=== SOURCE MATERIAL ===

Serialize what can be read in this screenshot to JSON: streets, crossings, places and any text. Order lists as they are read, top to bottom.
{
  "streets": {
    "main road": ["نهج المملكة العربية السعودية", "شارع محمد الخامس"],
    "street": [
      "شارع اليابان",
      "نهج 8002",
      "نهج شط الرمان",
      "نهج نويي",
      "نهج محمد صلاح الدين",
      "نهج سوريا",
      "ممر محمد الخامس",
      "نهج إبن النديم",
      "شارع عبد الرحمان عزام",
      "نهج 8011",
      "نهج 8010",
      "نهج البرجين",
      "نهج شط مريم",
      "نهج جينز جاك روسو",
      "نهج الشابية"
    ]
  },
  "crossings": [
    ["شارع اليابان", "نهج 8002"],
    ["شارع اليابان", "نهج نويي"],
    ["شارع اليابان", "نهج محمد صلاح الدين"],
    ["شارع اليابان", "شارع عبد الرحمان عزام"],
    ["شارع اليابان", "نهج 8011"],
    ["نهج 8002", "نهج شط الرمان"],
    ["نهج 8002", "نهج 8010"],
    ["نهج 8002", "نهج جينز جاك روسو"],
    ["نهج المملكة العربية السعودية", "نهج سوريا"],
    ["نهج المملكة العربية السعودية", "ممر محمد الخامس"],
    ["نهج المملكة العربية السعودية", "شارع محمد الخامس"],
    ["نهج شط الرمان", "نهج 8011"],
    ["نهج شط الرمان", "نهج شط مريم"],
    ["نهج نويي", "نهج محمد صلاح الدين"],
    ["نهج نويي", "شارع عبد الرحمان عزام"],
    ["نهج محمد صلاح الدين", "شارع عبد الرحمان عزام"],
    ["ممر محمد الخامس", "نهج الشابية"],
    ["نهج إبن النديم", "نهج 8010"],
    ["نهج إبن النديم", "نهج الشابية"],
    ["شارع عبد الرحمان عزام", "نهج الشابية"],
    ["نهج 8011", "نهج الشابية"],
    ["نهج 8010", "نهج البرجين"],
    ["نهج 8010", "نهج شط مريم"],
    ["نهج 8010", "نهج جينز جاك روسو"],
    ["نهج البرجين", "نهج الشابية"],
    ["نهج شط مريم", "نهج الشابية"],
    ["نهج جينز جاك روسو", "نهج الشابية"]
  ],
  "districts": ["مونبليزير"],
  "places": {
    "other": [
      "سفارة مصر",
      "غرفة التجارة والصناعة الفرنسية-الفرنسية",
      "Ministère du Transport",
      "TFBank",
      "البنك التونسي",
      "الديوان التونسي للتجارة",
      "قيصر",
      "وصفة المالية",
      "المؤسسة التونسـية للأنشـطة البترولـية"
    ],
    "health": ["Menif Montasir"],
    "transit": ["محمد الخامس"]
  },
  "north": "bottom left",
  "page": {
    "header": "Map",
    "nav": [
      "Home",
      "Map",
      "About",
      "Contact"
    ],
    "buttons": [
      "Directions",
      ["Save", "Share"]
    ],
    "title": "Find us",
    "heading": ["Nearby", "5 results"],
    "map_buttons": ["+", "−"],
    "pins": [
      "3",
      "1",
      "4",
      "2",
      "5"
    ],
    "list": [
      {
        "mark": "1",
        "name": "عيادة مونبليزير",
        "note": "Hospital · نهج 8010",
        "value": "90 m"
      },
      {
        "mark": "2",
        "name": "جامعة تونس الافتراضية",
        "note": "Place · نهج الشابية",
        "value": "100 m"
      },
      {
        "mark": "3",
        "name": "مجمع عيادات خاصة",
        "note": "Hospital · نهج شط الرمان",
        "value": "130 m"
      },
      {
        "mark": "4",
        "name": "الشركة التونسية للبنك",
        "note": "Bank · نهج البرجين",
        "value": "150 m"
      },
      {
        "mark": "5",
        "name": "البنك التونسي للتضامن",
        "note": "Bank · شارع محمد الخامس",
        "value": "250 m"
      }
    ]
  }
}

===

*EXERCISE GOAL*
Every line of the listing above should be copied word for word.

*TASK OUTPUT*
Serialize what can be read in this screenshot to JSON: streets, crossings, places and any text. Order lists as they are read, top to bottom.
{
  "streets": {
    "main road": ["نهج المملكة العربية السعودية", "شارع محمد الخامس"],
    "street": [
      "شارع اليابان",
      "نهج 8002",
      "نهج شط الرمان",
      "نهج نويي",
      "نهج محمد صلاح الدين",
      "نهج سوريا",
      "ممر محمد الخامس",
      "نهج إبن النديم",
      "شارع عبد الرحمان عزام",
      "نهج 8011",
      "نهج 8010",
      "نهج البرجين",
      "نهج شط مريم",
      "نهج جينز جاك روسو",
      "نهج الشابية"
    ]
  },
  "crossings": [
    ["شارع اليابان", "نهج 8002"],
    ["شارع اليابان", "نهج نويي"],
    ["شارع اليابان", "نهج محمد صلاح الدين"],
    ["شارع اليابان", "شارع عبد الرحمان عزام"],
    ["شارع اليابان", "نهج 8011"],
    ["نهج 8002", "نهج شط الرمان"],
    ["نهج 8002", "نهج 8010"],
    ["نهج 8002", "نهج جينز جاك روسو"],
    ["نهج المملكة العربية السعودية", "نهج سوريا"],
    ["نهج المملكة العربية السعودية", "ممر محمد الخامس"],
    ["نهج المملكة العربية السعودية", "شارع محمد الخامس"],
    ["نهج شط الرمان", "نهج 8011"],
    ["نهج شط الرمان", "نهج شط مريم"],
    ["نهج نويي", "نهج محمد صلاح الدين"],
    ["نهج نويي", "شارع عبد الرحمان عزام"],
    ["نهج محمد صلاح الدين", "شارع عبد الرحمان عزام"],
    ["ممر محمد الخامس", "نهج الشابية"],
    ["نهج إبن النديم", "نهج 8010"],
    ["نهج إبن النديم", "نهج الشابية"],
    ["شارع عبد الرحمان عزام", "نهج الشابية"],
    ["نهج 8011", "نهج الشابية"],
    ["نهج 8010", "نهج البرجين"],
    ["نهج 8010", "نهج شط مريم"],
    ["نهج 8010", "نهج جينز جاك روسو"],
    ["نهج البرجين", "نهج الشابية"],
    ["نهج شط مريم", "نهج الشابية"],
    ["نهج جينز جاك روسو", "نهج الشابية"]
  ],
  "districts": ["مونبليزير"],
  "places": {
    "other": [
      "سفارة مصر",
      "غرفة التجارة والصناعة الفرنسية-الفرنسية",
      "Ministère du Transport",
      "TFBank",
      "البنك التونسي",
      "الديوان التونسي للتجارة",
      "قيصر",
      "وصفة المالية",
      "المؤسسة التونسـية للأنشـطة البترولـية"
    ],
    "health": ["Menif Montasir"],
    "transit": ["محمد الخامس"]
  },
  "north": "bottom left",
  "page": {
    "header": "Map",
    "nav": [
      "Home",
      "Map",
      "About",
      "Contact"
    ],
    "buttons": [
      "Directions",
      ["Save", "Share"]
    ],
    "title": "Find us",
    "heading": ["Nearby", "5 results"],
    "map_buttons": ["+", "−"],
    "pins": [
      "3",
      "1",
      "4",
      "2",
      "5"
    ],
    "list": [
      {
        "mark": "1",
        "name": "عيادة مونبليزير",
        "note": "Hospital · نهج 8010",
        "value": "90 m"
      },
      {
        "mark": "2",
        "name": "جامعة تونس الافتراضية",
        "note": "Place · نهج الشابية",
        "value": "100 m"
      },
      {
        "mark": "3",
        "name": "مجمع عيادات خاصة",
        "note": "Hospital · نهج شط الرمان",
        "value": "130 m"
      },
      {
        "mark": "4",
        "name": "الشركة التونسية للبنك",
        "note": "Bank · نهج البرجين",
        "value": "150 m"
      },
      {
        "mark": "5",
        "name": "البنك التونسي للتضامن",
        "note": "Bank · شارع محمد الخامس",
        "value": "250 m"
      }
    ]
  }
}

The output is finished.